↓

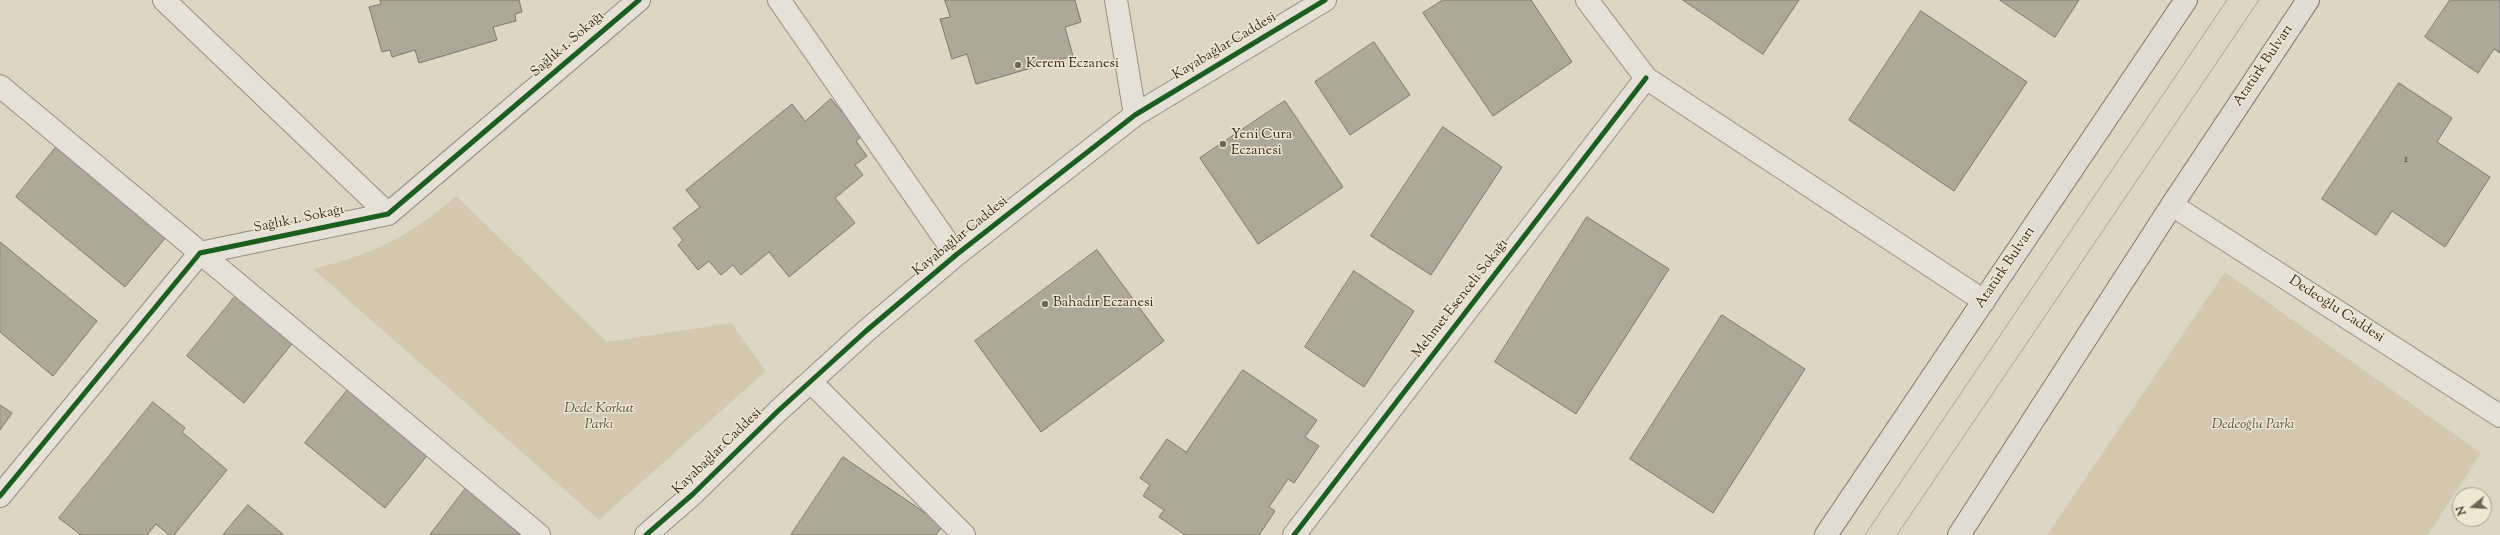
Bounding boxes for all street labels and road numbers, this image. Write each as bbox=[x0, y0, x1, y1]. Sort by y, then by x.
street label: Sağlık 1. Sokağı bbox=[528, 9, 608, 81]
street label: Kayabağlar Caddesi bbox=[1170, 9, 1280, 85]
street label: Atatürk Bulvarı bbox=[2231, 22, 2297, 110]
street label: Kayabağlar Caddesi bbox=[910, 193, 1012, 281]
street label: Sağlık 1. Sokağı bbox=[252, 202, 346, 238]
street label: Atatürk Bulvarı bbox=[1973, 224, 2039, 312]
street label: Mehmet Esenceli Sokağı bbox=[1409, 236, 1513, 362]
street label: Dedeoğlu Caddesi bbox=[2285, 273, 2387, 347]
street label: Kayabağlar Caddesi bbox=[670, 405, 766, 499]

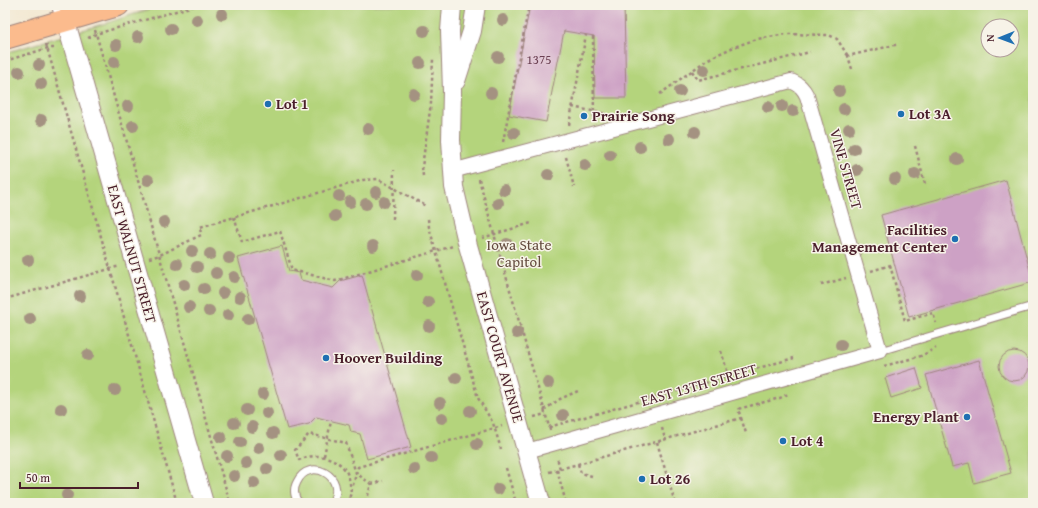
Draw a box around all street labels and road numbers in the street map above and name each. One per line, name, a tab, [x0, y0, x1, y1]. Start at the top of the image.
street label: VINE STREET	[825, 126, 868, 212]
street label: EAST WALNUT STREET	[103, 182, 162, 326]
street label: EAST COURT AVENUE	[472, 289, 529, 425]
street label: EAST 13TH STREET	[638, 358, 760, 411]

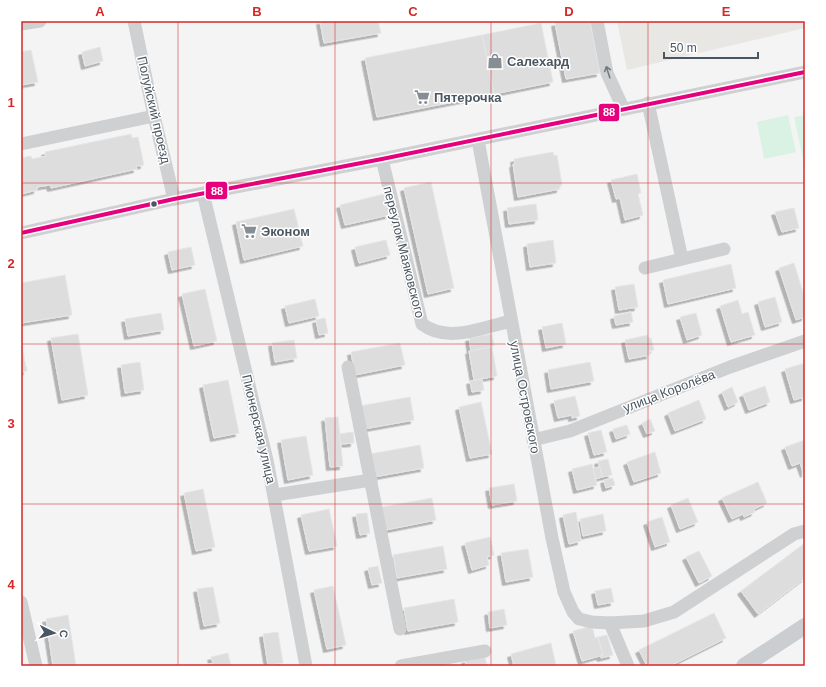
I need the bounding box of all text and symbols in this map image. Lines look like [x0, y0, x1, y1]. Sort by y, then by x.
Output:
text: A [95, 4, 105, 19]
text: B [252, 4, 262, 19]
text: C [408, 4, 418, 19]
text: D [564, 4, 574, 19]
text: E [722, 4, 731, 19]
scale bar [664, 34, 758, 60]
text: 50 m [670, 41, 697, 55]
shop icon: Салехард [486, 52, 504, 70]
place label: Салехард [507, 54, 570, 69]
street label: Полуйский проезд [134, 55, 174, 166]
one-way arrow [604, 66, 611, 79]
supermarket icon: Пятерочка [413, 88, 431, 106]
place label: Пятерочка [434, 90, 502, 105]
text: 1 [7, 95, 15, 110]
line badge: 88 [598, 103, 620, 122]
text: 88 [603, 106, 615, 118]
line badge: 88 [205, 181, 228, 200]
text: 88 [211, 185, 223, 197]
street label: переулок Маяковского [380, 185, 428, 319]
unlabelled marker [149, 199, 159, 209]
supermarket icon: Эконом [240, 222, 258, 240]
place label: Эконом [261, 224, 310, 239]
text: 2 [7, 256, 15, 271]
street label: улица Островского [507, 339, 543, 455]
street label: улица Королёва [621, 366, 718, 415]
street label: Пионерская улица [239, 373, 279, 486]
text: 3 [7, 416, 15, 431]
text: 4 [7, 577, 15, 592]
north arrow [34, 613, 74, 653]
text: С [58, 629, 70, 638]

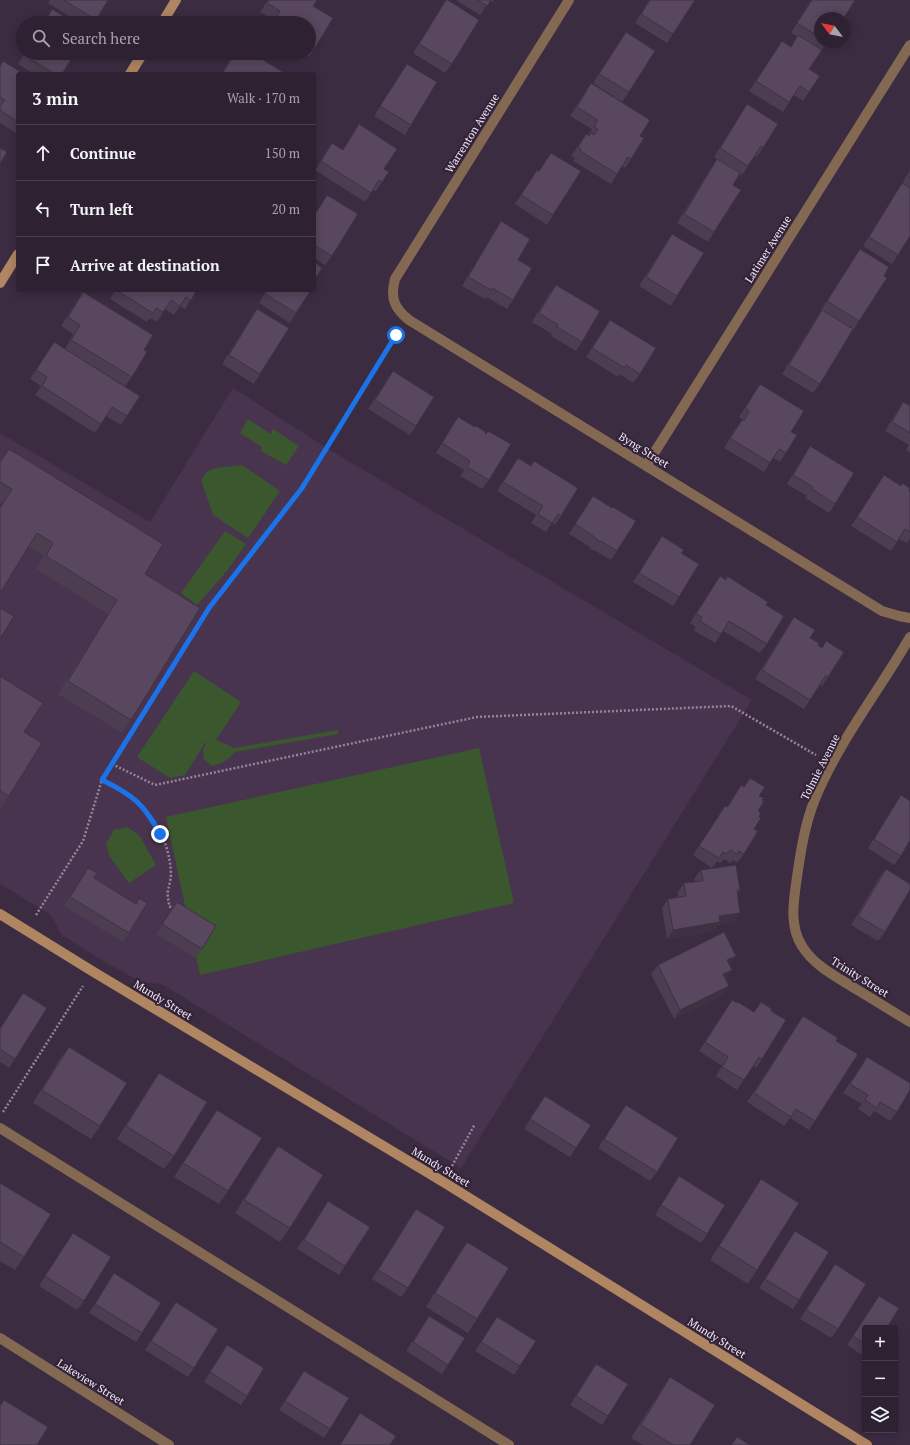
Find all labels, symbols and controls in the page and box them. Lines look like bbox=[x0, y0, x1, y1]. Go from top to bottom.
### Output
north arrow bbox=[814, 12, 850, 48]
search box bbox=[16, 16, 316, 60]
icon: search bbox=[30, 27, 52, 49]
text: Search here bbox=[62, 28, 140, 48]
text: 3 min bbox=[32, 87, 79, 110]
text: Walk · 170 m bbox=[227, 89, 300, 107]
street label: Warrenton Avenue bbox=[442, 90, 502, 175]
icon: ahead bbox=[32, 142, 54, 164]
text: Continue bbox=[70, 143, 136, 163]
text: 150 m bbox=[265, 144, 300, 162]
icon: left bbox=[32, 198, 54, 220]
text: Turn left bbox=[70, 199, 134, 219]
text: 20 m bbox=[272, 200, 300, 218]
street label: Latimer Avenue bbox=[742, 212, 795, 285]
icon: arrive bbox=[32, 254, 54, 276]
text: Arrive at destination bbox=[70, 255, 220, 275]
route start bbox=[387, 326, 405, 344]
street label: Byng Street bbox=[616, 429, 672, 471]
street label: Tolmie Avenue bbox=[797, 731, 843, 802]
route end bbox=[151, 825, 169, 843]
street label: Trinity Street bbox=[829, 954, 891, 1000]
street label: Mundy Street bbox=[131, 977, 195, 1023]
street label: Mundy Street bbox=[409, 1144, 473, 1190]
street label: Mundy Street bbox=[685, 1315, 749, 1361]
map controls bbox=[862, 1325, 898, 1433]
button: + bbox=[862, 1325, 898, 1361]
street label: Lakeview Street bbox=[55, 1356, 127, 1408]
button: − bbox=[862, 1361, 898, 1397]
button: layers bbox=[862, 1397, 898, 1433]

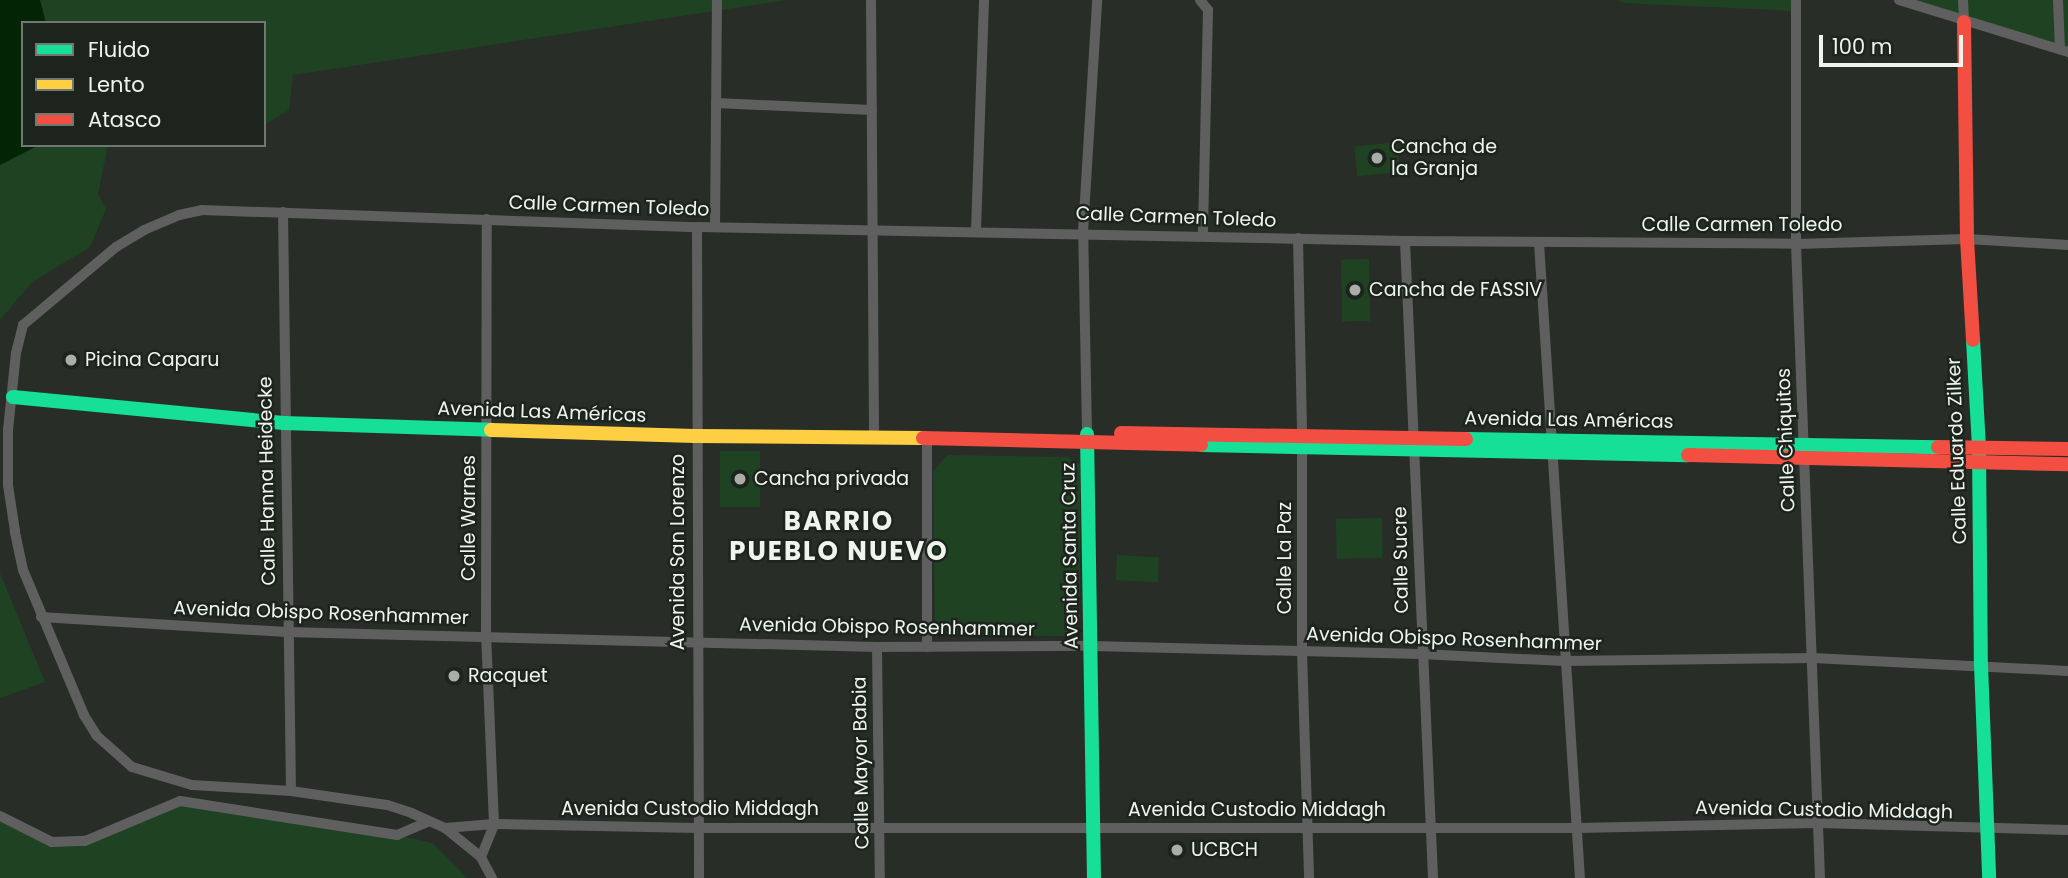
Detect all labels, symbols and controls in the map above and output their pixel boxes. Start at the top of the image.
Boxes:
legend [21,21,266,147]
scale bar [1823,21,1966,65]
text: 100 m [1832,32,1892,61]
text: Fluido [88,35,150,64]
text: Lento [88,70,145,99]
text: Atasco [88,105,161,134]
place label: Cancha de la Granja [1391,136,1497,180]
marker: Cancha de la Granja [1369,150,1385,166]
street label: Calle Carmen Toledo [508,191,710,221]
street label: Calle Carmen Toledo [1075,202,1277,232]
street label: Calle Carmen Toledo [1642,214,1842,236]
place label: Cancha de FASSIV [1369,279,1542,301]
marker: Cancha de FASSIV [1347,282,1363,298]
place label: Picina Caparu [85,349,219,371]
marker: Picina Caparu [63,352,79,368]
street label: Calle Eduardo Zilker [1942,357,1972,545]
street label: Calle Chiquitos [1772,368,1800,512]
street label: Calle Hanna Heidecke [254,376,280,586]
street label: Avenida Las Américas [437,397,647,427]
street label: Avenida Las Américas [1464,407,1674,433]
street label: Avenida San Lorenzo [667,454,689,650]
street label: Calle Warnes [458,455,480,581]
street label: Avenida Santa Cruz [1057,463,1083,649]
place label: Cancha privada [754,468,909,490]
marker: Cancha privada [732,471,748,487]
street label: Calle La Paz [1274,502,1296,614]
district label: BARRIO PUEBLO NUEVO [731,506,947,568]
street label: Calle Sucre [1389,506,1413,614]
street label: Avenida Obispo Rosenhammer [173,596,469,630]
street label: Avenida Obispo Rosenhammer [739,613,1035,641]
street label: Avenida Obispo Rosenhammer [1306,622,1602,656]
place label: Racquet [468,665,548,687]
marker: Racquet [446,668,462,684]
street label: Calle Mayor Babia [848,676,874,850]
street label: Avenida Custodio Middagh [1695,796,1953,824]
street label: Avenida Custodio Middagh [561,798,819,820]
street label: Avenida Custodio Middagh [1128,799,1386,821]
place label: UCBCH [1191,839,1258,861]
marker: UCBCH [1169,842,1185,858]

↑

** Brief **
The records above are to be restated word for word, excluding all pictures.

** Exercise output **
Bounding boxes for all street labels and road numbers, this image. Write each as bbox=[x0, y0, x1, y1]. Sort by y, then by x.
street label: Sağlık 1. Sokağı bbox=[528, 9, 608, 81]
street label: Kayabağlar Caddesi bbox=[1170, 9, 1280, 85]
street label: Atatürk Bulvarı bbox=[2231, 22, 2297, 110]
street label: Kayabağlar Caddesi bbox=[910, 193, 1012, 281]
street label: Sağlık 1. Sokağı bbox=[252, 202, 346, 238]
street label: Atatürk Bulvarı bbox=[1973, 224, 2039, 312]
street label: Mehmet Esenceli Sokağı bbox=[1409, 236, 1513, 362]
street label: Dedeoğlu Caddesi bbox=[2285, 273, 2387, 347]
street label: Kayabağlar Caddesi bbox=[670, 405, 766, 499]

Draw a box around all street labels and road numbers in the street map above and name each. One per line, name, a tab, [x0, y0, x1, y1]. Start at the top of the image.
street label: VINE STREET	[825, 126, 868, 212]
street label: EAST WALNUT STREET	[103, 182, 162, 326]
street label: EAST COURT AVENUE	[472, 289, 529, 425]
street label: EAST 13TH STREET	[638, 358, 760, 411]

I need the bounding box of all text and symbols in this map image. Lines look like [x0, y0, x1, y1]. Sort by y, then by x.
Output:
text: A [95, 4, 105, 19]
text: B [252, 4, 262, 19]
text: C [408, 4, 418, 19]
text: D [564, 4, 574, 19]
text: E [722, 4, 731, 19]
scale bar [664, 34, 758, 60]
text: 50 m [670, 41, 697, 55]
shop icon: Салехард [486, 52, 504, 70]
place label: Салехард [507, 54, 570, 69]
street label: Полуйский проезд [134, 55, 174, 166]
one-way arrow [604, 66, 611, 79]
supermarket icon: Пятерочка [413, 88, 431, 106]
place label: Пятерочка [434, 90, 502, 105]
text: 1 [7, 95, 15, 110]
line badge: 88 [598, 103, 620, 122]
text: 88 [603, 106, 615, 118]
line badge: 88 [205, 181, 228, 200]
text: 88 [211, 185, 223, 197]
street label: переулок Маяковского [380, 185, 428, 319]
unlabelled marker [149, 199, 159, 209]
supermarket icon: Эконом [240, 222, 258, 240]
place label: Эконом [261, 224, 310, 239]
text: 2 [7, 256, 15, 271]
street label: улица Островского [507, 339, 543, 455]
street label: улица Королёва [621, 366, 718, 415]
street label: Пионерская улица [239, 373, 279, 486]
text: 3 [7, 416, 15, 431]
text: 4 [7, 577, 15, 592]
north arrow [34, 613, 74, 653]
text: С [58, 629, 70, 638]

Find all labels, symbols and controls in the page and box them. Lines look like bbox=[x0, y0, x1, y1]. Go from top to bottom.
### Output
north arrow bbox=[814, 12, 850, 48]
search box bbox=[16, 16, 316, 60]
icon: search bbox=[30, 27, 52, 49]
text: Search here bbox=[62, 28, 140, 48]
text: 3 min bbox=[32, 87, 79, 110]
text: Walk · 170 m bbox=[227, 89, 300, 107]
street label: Warrenton Avenue bbox=[442, 90, 502, 175]
icon: ahead bbox=[32, 142, 54, 164]
text: Continue bbox=[70, 143, 136, 163]
text: 150 m bbox=[265, 144, 300, 162]
icon: left bbox=[32, 198, 54, 220]
text: Turn left bbox=[70, 199, 134, 219]
text: 20 m bbox=[272, 200, 300, 218]
street label: Latimer Avenue bbox=[742, 212, 795, 285]
icon: arrive bbox=[32, 254, 54, 276]
text: Arrive at destination bbox=[70, 255, 220, 275]
route start bbox=[387, 326, 405, 344]
street label: Byng Street bbox=[616, 429, 672, 471]
street label: Tolmie Avenue bbox=[797, 731, 843, 802]
route end bbox=[151, 825, 169, 843]
street label: Trinity Street bbox=[829, 954, 891, 1000]
street label: Mundy Street bbox=[131, 977, 195, 1023]
street label: Mundy Street bbox=[409, 1144, 473, 1190]
street label: Mundy Street bbox=[685, 1315, 749, 1361]
map controls bbox=[862, 1325, 898, 1433]
button: + bbox=[862, 1325, 898, 1361]
street label: Lakeview Street bbox=[55, 1356, 127, 1408]
button: − bbox=[862, 1361, 898, 1397]
button: layers bbox=[862, 1397, 898, 1433]

Detect all labels, symbols and controls in the map above and output their pixel boxes. Start at the top of the image.
Boxes:
legend [21,21,266,147]
scale bar [1823,21,1966,65]
text: 100 m [1832,32,1892,61]
text: Fluido [88,35,150,64]
text: Lento [88,70,145,99]
text: Atasco [88,105,161,134]
place label: Cancha de la Granja [1391,136,1497,180]
marker: Cancha de la Granja [1369,150,1385,166]
street label: Calle Carmen Toledo [508,191,710,221]
street label: Calle Carmen Toledo [1075,202,1277,232]
street label: Calle Carmen Toledo [1642,214,1842,236]
place label: Cancha de FASSIV [1369,279,1542,301]
marker: Cancha de FASSIV [1347,282,1363,298]
place label: Picina Caparu [85,349,219,371]
marker: Picina Caparu [63,352,79,368]
street label: Calle Eduardo Zilker [1942,357,1972,545]
street label: Calle Chiquitos [1772,368,1800,512]
street label: Calle Hanna Heidecke [254,376,280,586]
street label: Avenida Las Américas [437,397,647,427]
street label: Avenida Las Américas [1464,407,1674,433]
street label: Avenida San Lorenzo [667,454,689,650]
street label: Calle Warnes [458,455,480,581]
street label: Avenida Santa Cruz [1057,463,1083,649]
place label: Cancha privada [754,468,909,490]
marker: Cancha privada [732,471,748,487]
street label: Calle La Paz [1274,502,1296,614]
district label: BARRIO PUEBLO NUEVO [731,506,947,568]
street label: Calle Sucre [1389,506,1413,614]
street label: Avenida Obispo Rosenhammer [173,596,469,630]
street label: Avenida Obispo Rosenhammer [739,613,1035,641]
street label: Avenida Obispo Rosenhammer [1306,622,1602,656]
place label: Racquet [468,665,548,687]
marker: Racquet [446,668,462,684]
street label: Calle Mayor Babia [848,676,874,850]
street label: Avenida Custodio Middagh [1695,796,1953,824]
street label: Avenida Custodio Middagh [561,798,819,820]
street label: Avenida Custodio Middagh [1128,799,1386,821]
place label: UCBCH [1191,839,1258,861]
marker: UCBCH [1169,842,1185,858]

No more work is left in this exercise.